Collected data:
<<<<
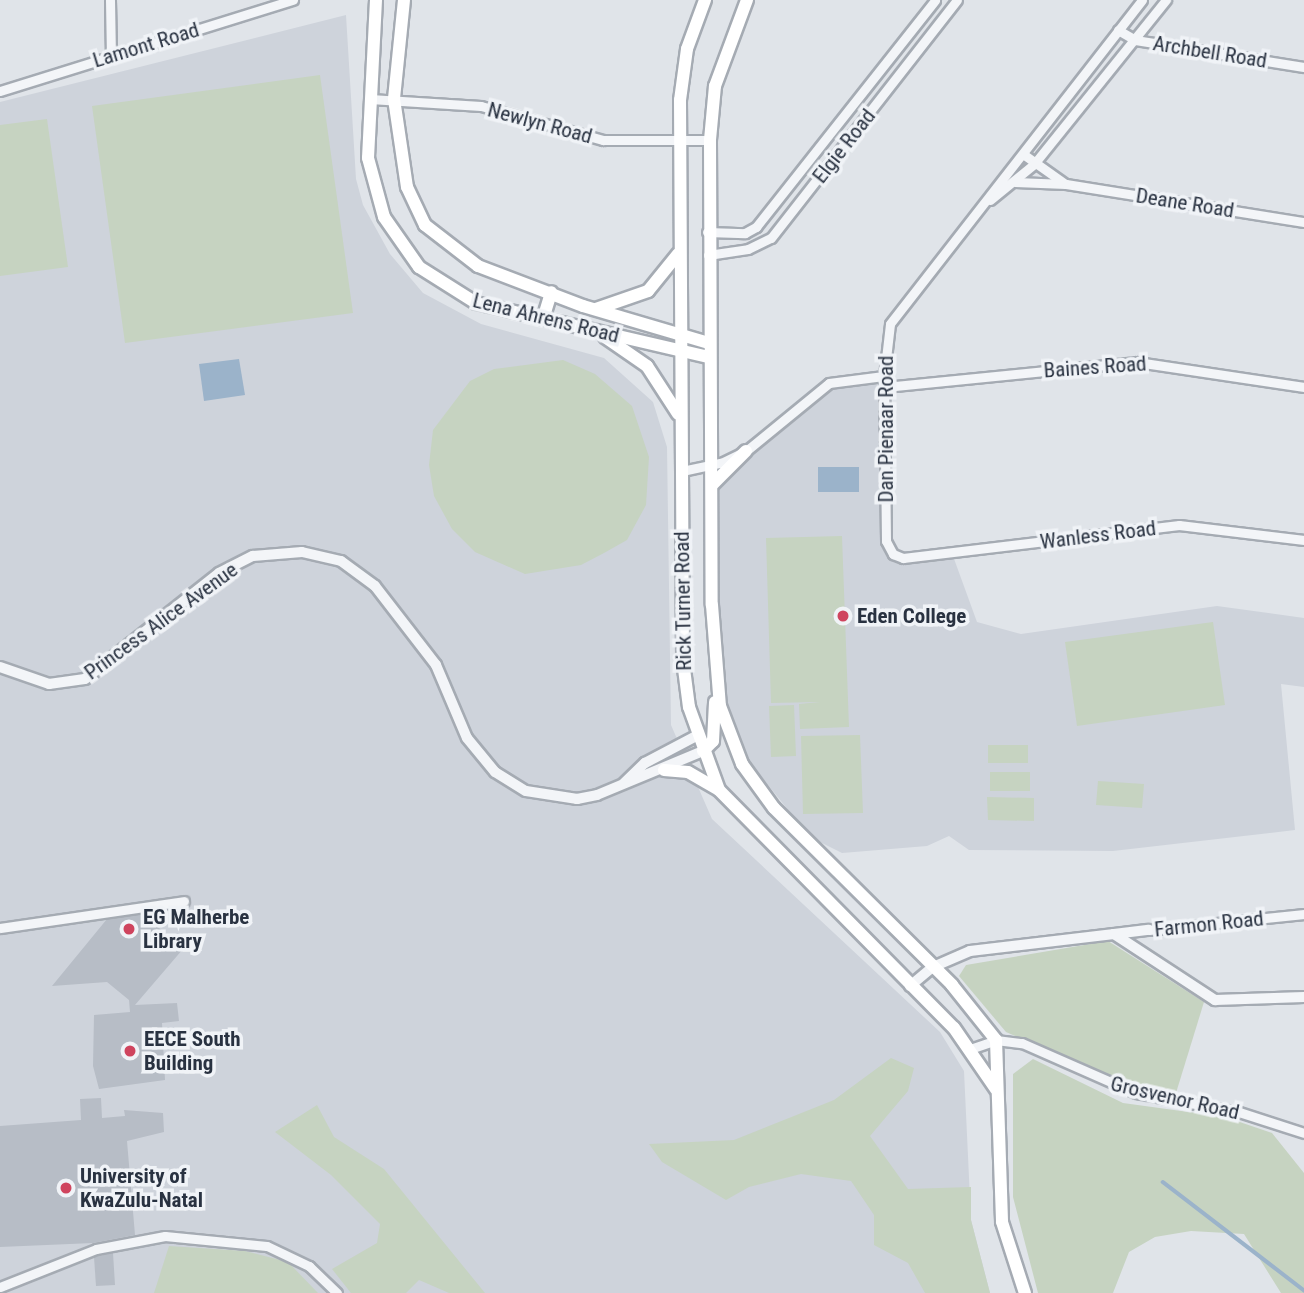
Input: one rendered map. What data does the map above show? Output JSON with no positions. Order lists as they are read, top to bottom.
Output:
{
  "streets": {
    "main road": ["Lena Ahrens Road", "Rick Turner Road"],
    "street": [
      "Lamont Road",
      "Archbell Road",
      "Newlyn Road",
      "Elgie Road",
      "Deane Road",
      "Baines Road",
      "Dan Pienaar Road",
      "Wanless Road",
      "Princess Alice Avenue",
      "Farmon Road",
      "Grosvenor Road"
    ]
  },
  "crossings": [
    ["Archbell Road", "Dan Pienaar Road"],
    ["Newlyn Road", "Lena Ahrens Road"],
    ["Newlyn Road", "Rick Turner Road"],
    ["Elgie Road", "Rick Turner Road"],
    ["Deane Road", "Dan Pienaar Road"],
    ["Lena Ahrens Road", "Rick Turner Road"],
    ["Baines Road", "Dan Pienaar Road"],
    ["Dan Pienaar Road", "Wanless Road"],
    ["Rick Turner Road", "Princess Alice Avenue"],
    ["Rick Turner Road", "Farmon Road"],
    ["Rick Turner Road", "Grosvenor Road"]
  ],
  "places": [
    "Eden College",
    "EG Malherbe Library",
    "EECE South Building",
    "University of KwaZulu-Natal"
  ]
}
>>>>
» EXERCISE DESCRIPTION
Every line of the records must come back unchanged, except that pictures are dropped.

» SOLUTION FOR THIS TASK
Input: one rendered map. What data does the map above show? Output JSON with no positions. Order lists as they are read, top to bottom.
Output:
{
  "streets": {
    "main road": ["Lena Ahrens Road", "Rick Turner Road"],
    "street": [
      "Lamont Road",
      "Archbell Road",
      "Newlyn Road",
      "Elgie Road",
      "Deane Road",
      "Baines Road",
      "Dan Pienaar Road",
      "Wanless Road",
      "Princess Alice Avenue",
      "Farmon Road",
      "Grosvenor Road"
    ]
  },
  "crossings": [
    ["Archbell Road", "Dan Pienaar Road"],
    ["Newlyn Road", "Lena Ahrens Road"],
    ["Newlyn Road", "Rick Turner Road"],
    ["Elgie Road", "Rick Turner Road"],
    ["Deane Road", "Dan Pienaar Road"],
    ["Lena Ahrens Road", "Rick Turner Road"],
    ["Baines Road", "Dan Pienaar Road"],
    ["Dan Pienaar Road", "Wanless Road"],
    ["Rick Turner Road", "Princess Alice Avenue"],
    ["Rick Turner Road", "Farmon Road"],
    ["Rick Turner Road", "Grosvenor Road"]
  ],
  "places": [
    "Eden College",
    "EG Malherbe Library",
    "EECE South Building",
    "University of KwaZulu-Natal"
  ]
}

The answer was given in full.